== Segment start ==

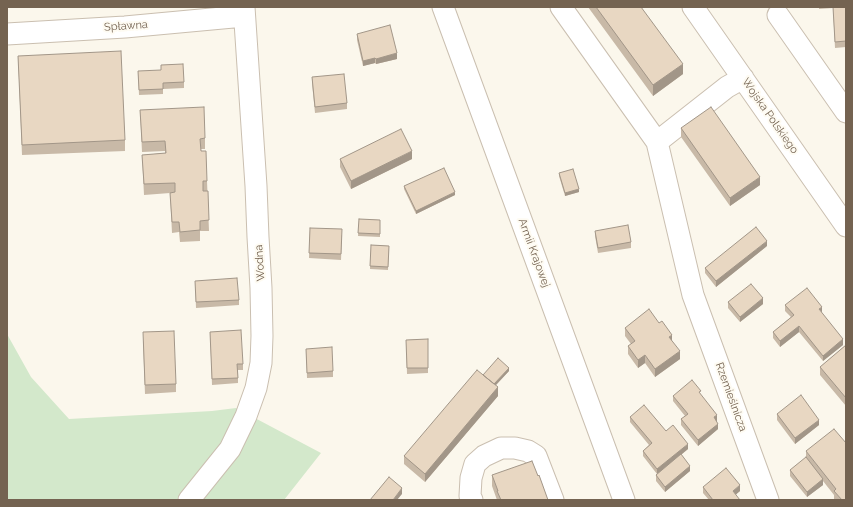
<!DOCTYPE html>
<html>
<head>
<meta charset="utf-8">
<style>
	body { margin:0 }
	#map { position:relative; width:853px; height:507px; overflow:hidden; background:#fbf7ec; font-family:Raleway,sans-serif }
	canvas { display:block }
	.frame { position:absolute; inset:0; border:8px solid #746351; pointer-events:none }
</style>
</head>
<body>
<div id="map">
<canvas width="853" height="507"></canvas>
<div class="frame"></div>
</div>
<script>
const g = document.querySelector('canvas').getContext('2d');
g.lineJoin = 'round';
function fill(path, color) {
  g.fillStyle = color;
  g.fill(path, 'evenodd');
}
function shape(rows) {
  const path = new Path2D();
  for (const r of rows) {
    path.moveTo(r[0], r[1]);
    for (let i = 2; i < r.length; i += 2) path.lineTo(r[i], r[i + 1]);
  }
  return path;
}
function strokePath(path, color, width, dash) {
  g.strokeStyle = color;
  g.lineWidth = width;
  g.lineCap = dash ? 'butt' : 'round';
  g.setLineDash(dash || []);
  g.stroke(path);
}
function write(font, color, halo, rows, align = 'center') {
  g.font = font + ' Raleway,sans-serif';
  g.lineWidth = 4;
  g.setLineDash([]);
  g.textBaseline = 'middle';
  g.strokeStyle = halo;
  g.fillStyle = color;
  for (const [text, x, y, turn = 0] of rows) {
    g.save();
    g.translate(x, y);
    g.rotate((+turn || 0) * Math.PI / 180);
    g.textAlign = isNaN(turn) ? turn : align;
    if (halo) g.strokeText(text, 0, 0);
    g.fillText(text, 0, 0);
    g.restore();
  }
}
fill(shape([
	[7,334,31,377,69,419,212,411,236,408,321,453,284,500,7,500]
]), '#d3e8cb');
const minor = shape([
	[443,7,624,500],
	[561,7,657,142,693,295,768,500],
	[693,7,846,226],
	[778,15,846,112],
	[7,34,125,27,244,16],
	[657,142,727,87,743,78],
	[189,500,230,449,246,416,256,388,261,363,262,336,261,288,258,237,256,186,244,7],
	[472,500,470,496,471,478,475,464,484,456,501,448,515,448,528,451,536,456,553,500]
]);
strokePath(minor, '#cabfb0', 23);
strokePath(minor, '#fff', 21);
fill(shape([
	[588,7,641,7,683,74,653,96],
	[819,7,846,7,846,47,835,48,833,8,819,9],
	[357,34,397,59,376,64,375,63,363,66,357,40],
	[18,56,125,140,125,151,22,155],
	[138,71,184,82,184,88,163,89,163,94,139,95],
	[312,77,347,103,347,109,315,113,312,83],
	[140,110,205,138,205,149,201,149,207,181,209,231,200,231,200,241,180,242,179,232,172,233,170,193,144,195,142,155,165,153,165,151,142,152],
	[681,128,760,185,730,206,681,137],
	[340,159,412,159,351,189,340,167],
	[559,173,579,192,565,196,559,176],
	[404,186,455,195,416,214,404,189],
	[359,219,380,220,380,237,358,236],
	[310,228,342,235,341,260,309,258],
	[595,231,631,242,631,248,598,253,595,236],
	[371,245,389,246,388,270,370,269],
	[767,246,716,287,705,273,705,268],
	[195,281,239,300,239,305,196,308],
	[728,302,763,304,740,322,728,308],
	[785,305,822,313,843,345,823,361,799,332,780,347,773,338,773,332,791,317,785,311],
	[625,328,672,341,680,359,655,377,645,363,638,368,628,354,628,346,631,344,625,336],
	[210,332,243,364,243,370,238,370,238,383,212,385],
	[428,339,428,373,407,374,406,340],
	[143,340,176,384,176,392,145,394],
	[846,345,846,406,820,375,820,367],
	[306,349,333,371,333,377,307,378],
	[509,371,496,385,498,396,425,482,404,464,404,456,483,375],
	[701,395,717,421,716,421,718,429,698,446,681,425,681,419,685,416,673,401,673,396],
	[777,414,819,425,795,444,777,420],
	[630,417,666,431,688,449,681,455,690,471,665,492,656,481,656,475,657,474,643,456,643,451,649,445,630,422],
	[806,451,846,500,835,500,834,499,834,495,823,481,823,485,807,497,790,476,790,470,806,458],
	[492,475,538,476,548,500,497,500,492,486],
	[703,487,740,491,735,495,740,500,709,500,703,493]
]), '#c8b9a7');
fill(shape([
	[397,53,397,59,376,64,376,59],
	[375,58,375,63,363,66,363,61],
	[683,64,683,74,653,96,653,85],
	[412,151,412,159,351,189,351,181],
	[760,177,760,185,730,206,730,198],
	[579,189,579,192,565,196,565,193],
	[455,192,455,195,416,214,416,211],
	[767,241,767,246,716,287,716,281],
	[763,298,763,304,740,322,740,317],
	[822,307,822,313,819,309],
	[799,326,799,332,780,347,780,341],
	[672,335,672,343,669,337],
	[843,339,843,345,823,361,823,356],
	[680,351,680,359,655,377,655,369],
	[645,355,645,363,638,368,638,360],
	[509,368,509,371,494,387,494,384],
	[498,387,498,396,425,482,425,474],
	[717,415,717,421,714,423,714,417],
	[819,420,819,425,795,444,795,438],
	[718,424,718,429,698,446,698,440],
	[688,444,688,449,657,474,657,469],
	[690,466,690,471,665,492,665,487],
	[823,479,823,485,807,497,807,492],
	[740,485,740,491,733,497,733,491],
	[402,488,402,494,397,500,393,500]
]), '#a29688');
const building = shape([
	[596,7,641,7,683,64,653,85,596,7],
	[833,7,846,7,846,41,835,42,833,7],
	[390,25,397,53,376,59,375,58,363,61,357,34,390,25],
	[121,51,125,140,22,145,18,56,121,51],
	[183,64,184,82,163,83,163,89,139,90,138,71,161,70,161,65,183,64],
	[344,74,347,103,315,107,312,77,344,74],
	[204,107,205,138,200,139,201,151,206,151,207,181,203,181,203,191,208,191,209,220,200,221,200,230,180,232,179,222,172,222,170,193,175,192,175,183,144,184,142,155,166,153,165,141,142,142,140,110,204,107],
	[711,107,760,177,730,198,681,128,711,107],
	[401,129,412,151,351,181,340,159,401,129],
	[444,168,455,192,416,211,404,186,444,168],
	[573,169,579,189,565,193,559,173,573,169],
	[359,219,380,220,380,234,358,233,359,219],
	[628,225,631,242,598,248,595,231,628,225],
	[756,227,767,241,716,281,705,268,756,227],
	[310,228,342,229,341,254,309,253,310,228],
	[371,245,389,246,388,267,370,266,371,245],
	[237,278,239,300,196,302,195,281,237,278],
	[751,284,763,298,740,317,728,302,751,284],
	[807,288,822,307,819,309,843,339,823,356,799,326,780,341,773,332,794,315,785,305,807,288],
	[649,309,659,323,662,321,672,335,669,337,680,351,655,369,645,355,638,360,628,346,635,341,625,328,649,309],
	[241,330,243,364,237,364,238,378,212,379,210,332,241,330],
	[174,331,176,384,145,385,143,332,174,331],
	[428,339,428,368,407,368,406,340,428,339],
	[846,345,846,398,820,367,846,345],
	[332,347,333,371,307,373,306,349,332,347],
	[498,358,509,368,494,384,483,375,498,358],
	[477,370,498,387,425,474,404,456,477,370],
	[692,380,701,391,699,392,717,415,714,417,718,424,698,440,681,419,688,414,673,396,692,380],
	[801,395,819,420,795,438,777,414,801,395],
	[644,405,666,431,673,425,688,444,657,469,643,451,652,443,630,417,644,405],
	[834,429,846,443,846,500,842,500,834,491,836,489,806,451,834,429],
	[681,454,690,466,665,487,656,475,681,454],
	[806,457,823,479,807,492,790,470,806,457],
	[532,461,538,476,539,475,548,500,501,500,497,491,498,491,492,475,532,461],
	[726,468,740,485,733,491,740,500,713,500,703,487,726,468],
	[389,477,402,488,393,500,370,500,389,477]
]);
fill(building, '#e8d7c2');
strokePath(building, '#a29688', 1);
write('11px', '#746351', '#fefbf2', [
	["Spławna",126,26,-4],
	["Wojska Polskiego",770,116,55],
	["Armii Krajowej",534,253,70],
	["Wodna",260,263,-94],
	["Rzemieślnicza",731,397,70]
]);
</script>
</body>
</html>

== Segment end ==

> [Try it]
Output, exactly as written, only the lines from the beginning of the listing through the line containing "[7,334,31,377,69,419,212,411,236,408,321,453,284,500,7,500]", both included, and no pictures.

> [Solution to this exercise]
<!DOCTYPE html>
<html>
<head>
<meta charset="utf-8">
<style>
	body { margin:0 }
	#map { position:relative; width:853px; height:507px; overflow:hidden; background:#fbf7ec; font-family:Raleway,sans-serif }
	canvas { display:block }
	.frame { position:absolute; inset:0; border:8px solid #746351; pointer-events:none }
</style>
</head>
<body>
<div id="map">
<canvas width="853" height="507"></canvas>
<div class="frame"></div>
</div>
<script>
const g = document.querySelector('canvas').getContext('2d');
g.lineJoin = 'round';
function fill(path, color) {
  g.fillStyle = color;
  g.fill(path, 'evenodd');
}
function shape(rows) {
  const path = new Path2D();
  for (const r of rows) {
    path.moveTo(r[0], r[1]);
    for (let i = 2; i < r.length; i += 2) path.lineTo(r[i], r[i + 1]);
  }
  return path;
}
function strokePath(path, color, width, dash) {
  g.strokeStyle = color;
  g.lineWidth = width;
  g.lineCap = dash ? 'butt' : 'round';
  g.setLineDash(dash || []);
  g.stroke(path);
}
function write(font, color, halo, rows, align = 'center') {
  g.font = font + ' Raleway,sans-serif';
  g.lineWidth = 4;
  g.setLineDash([]);
  g.textBaseline = 'middle';
  g.strokeStyle = halo;
  g.fillStyle = color;
  for (const [text, x, y, turn = 0] of rows) {
    g.save();
    g.translate(x, y);
    g.rotate((+turn || 0) * Math.PI / 180);
    g.textAlign = isNaN(turn) ? turn : align;
    if (halo) g.strokeText(text, 0, 0);
    g.fillText(text, 0, 0);
    g.restore();
  }
}
fill(shape([
	[7,334,31,377,69,419,212,411,236,408,321,453,284,500,7,500]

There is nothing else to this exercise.